[EM] Kemeny update

Sat Sep 24 14:12:34 PDT 2011

Peter Zbornik wrote:
> Dear all,
> 
> I guess there could be some simple elimination of candidates before the 
> election, so that there will be a manageable set of candidates for the 
> Kemeny election, like 10 to 15.
> 
> I guess sometime the winner would be lost in the reduction, but I would 
> expect this to be extremely rare if just the elimination would be efficient.
> 
> Variable elimination is standard in multivariate data analysis with one 
> response variable (the thing you like to predict) to reduce the number 
> of variables, which initially can be several hundreds to something more 
> manageable, like 40 variables. A common way to reduce the number of 
> variables is just to do a single variable analysis with the response 
> variable. The variables with a significance below a threshold are 
> eliminated. Yes, it might happen, that a good variable is eliminated, 
> which significantly improve the analysis, but this is very likely, since 
> you normally have so many other good variables.
> 
> The same thing applies for single-winner elections. There is no need to 
> be afraid pr ashamed to eliminate some of the candidates using some rule 
> of thumb in order to get a manageable number of them.
> 
> So the question I would like to pose would be: Which rule should be used 
> to reduce the number of candidates in a Kemeny election to K in the 
> unlikely case we have a Smith set of candidates larger than K, i.e. a 
> very even election? What should be the value of K?

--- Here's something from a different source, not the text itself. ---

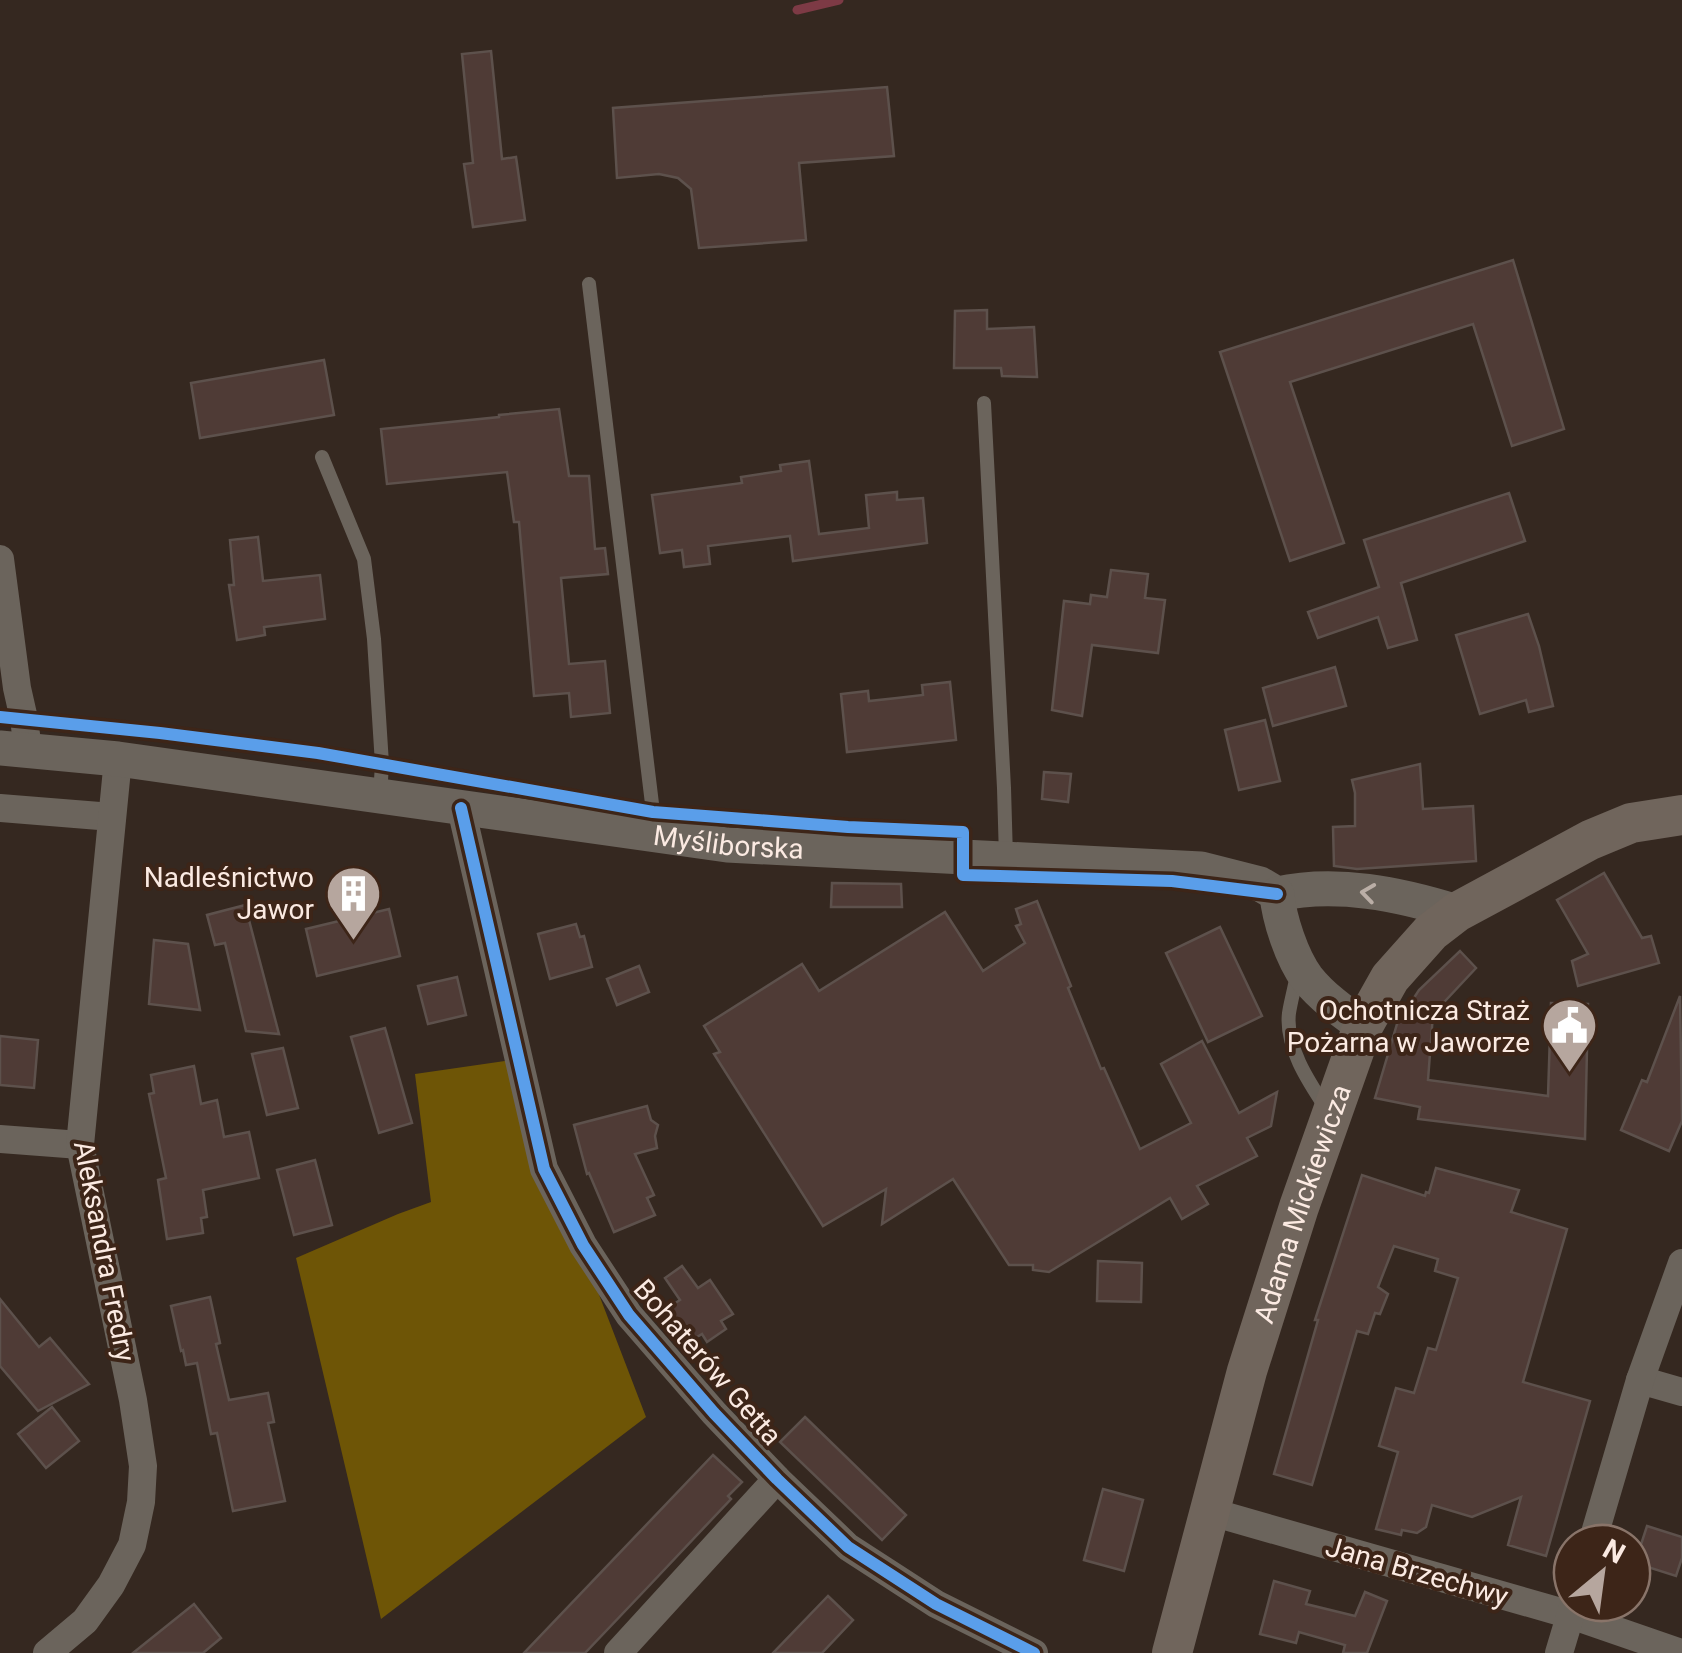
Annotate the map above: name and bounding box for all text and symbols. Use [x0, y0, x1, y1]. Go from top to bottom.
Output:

Kemeny's strength is its relative simplicity compared with passing many 
properties (though unfortunately not clone independence). Thus I think 
that any patch to it should be simple as well, or one might as well just 
use Schulze or Tideman.

(Some have claimed that Kemeny's NP-hardness is a strength: although it 
means that some elections can take a long time to calculate, it also 
makes it similarly hard to calculate a strategy. I don't think this is 
really as strong a property as those claim, because strategies don't 
have to be exact. I do know Google does (or did) use "local 
Kemenization" - sorting - to make it harder to game their index, though.)

So, if simplicity is valued, I suggest something like this:

- Fix n = 27 (or the number of candidates you're going to permit).
- Calculate the Copeland ordering (which may have a lot of ties).
- Retain the top n candidates and pass them to Kemeny.
- The winner of this second stage is the winner of the entire election.

Copeland is a quite simple rule in itself, it is Smith, and since it's 
only used to remove candidates, its propensity towards ties shouldn't be 
a problem.